[Data extracted from a collection]
BEGIN

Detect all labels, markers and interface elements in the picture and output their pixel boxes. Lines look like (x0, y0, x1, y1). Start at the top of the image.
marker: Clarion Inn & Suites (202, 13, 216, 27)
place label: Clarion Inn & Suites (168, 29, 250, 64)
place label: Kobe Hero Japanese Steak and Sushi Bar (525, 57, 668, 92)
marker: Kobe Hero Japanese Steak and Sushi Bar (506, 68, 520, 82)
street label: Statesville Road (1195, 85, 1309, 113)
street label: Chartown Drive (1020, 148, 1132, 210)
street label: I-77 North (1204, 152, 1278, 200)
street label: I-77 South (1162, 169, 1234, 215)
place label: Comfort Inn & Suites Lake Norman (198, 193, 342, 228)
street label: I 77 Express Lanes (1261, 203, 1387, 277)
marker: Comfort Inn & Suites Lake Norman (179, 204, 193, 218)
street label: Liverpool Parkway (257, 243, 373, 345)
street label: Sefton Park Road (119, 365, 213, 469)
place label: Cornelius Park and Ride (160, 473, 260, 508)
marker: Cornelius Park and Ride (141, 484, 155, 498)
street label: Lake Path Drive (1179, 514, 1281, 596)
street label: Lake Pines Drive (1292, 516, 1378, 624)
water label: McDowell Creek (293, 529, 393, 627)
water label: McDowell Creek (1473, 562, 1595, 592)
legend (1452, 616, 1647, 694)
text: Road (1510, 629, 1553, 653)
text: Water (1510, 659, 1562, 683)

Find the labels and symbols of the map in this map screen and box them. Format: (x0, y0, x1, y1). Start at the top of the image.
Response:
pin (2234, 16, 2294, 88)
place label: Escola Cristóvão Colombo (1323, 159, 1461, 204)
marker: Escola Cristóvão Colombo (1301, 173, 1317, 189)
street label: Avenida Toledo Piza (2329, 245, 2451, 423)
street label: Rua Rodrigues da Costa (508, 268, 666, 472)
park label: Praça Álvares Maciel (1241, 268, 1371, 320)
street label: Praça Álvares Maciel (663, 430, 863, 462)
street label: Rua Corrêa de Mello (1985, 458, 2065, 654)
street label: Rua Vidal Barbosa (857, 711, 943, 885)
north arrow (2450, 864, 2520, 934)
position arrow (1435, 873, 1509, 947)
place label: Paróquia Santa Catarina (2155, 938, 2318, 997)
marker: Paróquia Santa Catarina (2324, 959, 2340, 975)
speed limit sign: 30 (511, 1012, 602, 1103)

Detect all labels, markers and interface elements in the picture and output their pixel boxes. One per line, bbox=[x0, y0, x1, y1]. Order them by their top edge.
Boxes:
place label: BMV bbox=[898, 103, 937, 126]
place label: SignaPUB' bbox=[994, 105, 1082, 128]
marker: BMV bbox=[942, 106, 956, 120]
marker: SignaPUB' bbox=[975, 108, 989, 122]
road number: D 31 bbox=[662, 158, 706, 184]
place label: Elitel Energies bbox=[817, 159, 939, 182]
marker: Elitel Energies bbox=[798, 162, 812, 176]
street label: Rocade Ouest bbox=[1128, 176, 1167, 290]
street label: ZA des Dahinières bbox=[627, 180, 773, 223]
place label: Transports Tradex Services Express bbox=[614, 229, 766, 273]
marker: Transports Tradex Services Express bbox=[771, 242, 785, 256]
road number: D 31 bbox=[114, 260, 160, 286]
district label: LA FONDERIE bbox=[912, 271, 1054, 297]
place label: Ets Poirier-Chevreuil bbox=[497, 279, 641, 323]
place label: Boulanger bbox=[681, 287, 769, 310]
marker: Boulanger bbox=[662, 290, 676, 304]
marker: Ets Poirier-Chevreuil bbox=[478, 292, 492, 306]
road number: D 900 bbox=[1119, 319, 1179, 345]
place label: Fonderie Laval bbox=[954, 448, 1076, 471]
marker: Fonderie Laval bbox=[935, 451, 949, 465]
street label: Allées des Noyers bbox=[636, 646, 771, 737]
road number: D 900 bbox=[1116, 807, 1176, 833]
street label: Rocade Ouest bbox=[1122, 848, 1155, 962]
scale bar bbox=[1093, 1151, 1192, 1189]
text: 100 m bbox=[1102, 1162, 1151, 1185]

END

Repeat each line above exactly as it stands.

Detect all labels, markers and interface elements in the picture and output their pixel boxes. Lines look like (x0, y0, x1, y1). Start at the top of the image.
marker: Clarion Inn & Suites (202, 13, 216, 27)
place label: Clarion Inn & Suites (168, 29, 250, 64)
place label: Kobe Hero Japanese Steak and Sushi Bar (525, 57, 668, 92)
marker: Kobe Hero Japanese Steak and Sushi Bar (506, 68, 520, 82)
street label: Statesville Road (1195, 85, 1309, 113)
street label: Chartown Drive (1020, 148, 1132, 210)
street label: I-77 North (1204, 152, 1278, 200)
street label: I-77 South (1162, 169, 1234, 215)
place label: Comfort Inn & Suites Lake Norman (198, 193, 342, 228)
street label: I 77 Express Lanes (1261, 203, 1387, 277)
marker: Comfort Inn & Suites Lake Norman (179, 204, 193, 218)
street label: Liverpool Parkway (257, 243, 373, 345)
street label: Sefton Park Road (119, 365, 213, 469)
place label: Cornelius Park and Ride (160, 473, 260, 508)
marker: Cornelius Park and Ride (141, 484, 155, 498)
street label: Lake Path Drive (1179, 514, 1281, 596)
street label: Lake Pines Drive (1292, 516, 1378, 624)
water label: McDowell Creek (293, 529, 393, 627)
water label: McDowell Creek (1473, 562, 1595, 592)
legend (1452, 616, 1647, 694)
text: Road (1510, 629, 1553, 653)
text: Water (1510, 659, 1562, 683)

Find the labels and symbols of the map in this map screen and box them. Format: (x0, y0, x1, y1). Start at the top of the image.
Response:
pin (2234, 16, 2294, 88)
place label: Escola Cristóvão Colombo (1323, 159, 1461, 204)
marker: Escola Cristóvão Colombo (1301, 173, 1317, 189)
street label: Avenida Toledo Piza (2329, 245, 2451, 423)
street label: Rua Rodrigues da Costa (508, 268, 666, 472)
park label: Praça Álvares Maciel (1241, 268, 1371, 320)
street label: Praça Álvares Maciel (663, 430, 863, 462)
street label: Rua Corrêa de Mello (1985, 458, 2065, 654)
street label: Rua Vidal Barbosa (857, 711, 943, 885)
north arrow (2450, 864, 2520, 934)
position arrow (1435, 873, 1509, 947)
place label: Paróquia Santa Catarina (2155, 938, 2318, 997)
marker: Paróquia Santa Catarina (2324, 959, 2340, 975)
speed limit sign: 30 (511, 1012, 602, 1103)

Detect all labels, markers and interface elements in the picture and output their pixel boxes. One per line, bbox=[x0, y0, x1, y1]. Order them by their top edge.
Boxes:
place label: BMV bbox=[898, 103, 937, 126]
place label: SignaPUB' bbox=[994, 105, 1082, 128]
marker: BMV bbox=[942, 106, 956, 120]
marker: SignaPUB' bbox=[975, 108, 989, 122]
road number: D 31 bbox=[662, 158, 706, 184]
place label: Elitel Energies bbox=[817, 159, 939, 182]
marker: Elitel Energies bbox=[798, 162, 812, 176]
street label: Rocade Ouest bbox=[1128, 176, 1167, 290]
street label: ZA des Dahinières bbox=[627, 180, 773, 223]
place label: Transports Tradex Services Express bbox=[614, 229, 766, 273]
marker: Transports Tradex Services Express bbox=[771, 242, 785, 256]
road number: D 31 bbox=[114, 260, 160, 286]
district label: LA FONDERIE bbox=[912, 271, 1054, 297]
place label: Ets Poirier-Chevreuil bbox=[497, 279, 641, 323]
place label: Boulanger bbox=[681, 287, 769, 310]
marker: Boulanger bbox=[662, 290, 676, 304]
marker: Ets Poirier-Chevreuil bbox=[478, 292, 492, 306]
road number: D 900 bbox=[1119, 319, 1179, 345]
place label: Fonderie Laval bbox=[954, 448, 1076, 471]
marker: Fonderie Laval bbox=[935, 451, 949, 465]
street label: Allées des Noyers bbox=[636, 646, 771, 737]
road number: D 900 bbox=[1116, 807, 1176, 833]
street label: Rocade Ouest bbox=[1122, 848, 1155, 962]
scale bar bbox=[1093, 1151, 1192, 1189]
text: 100 m bbox=[1102, 1162, 1151, 1185]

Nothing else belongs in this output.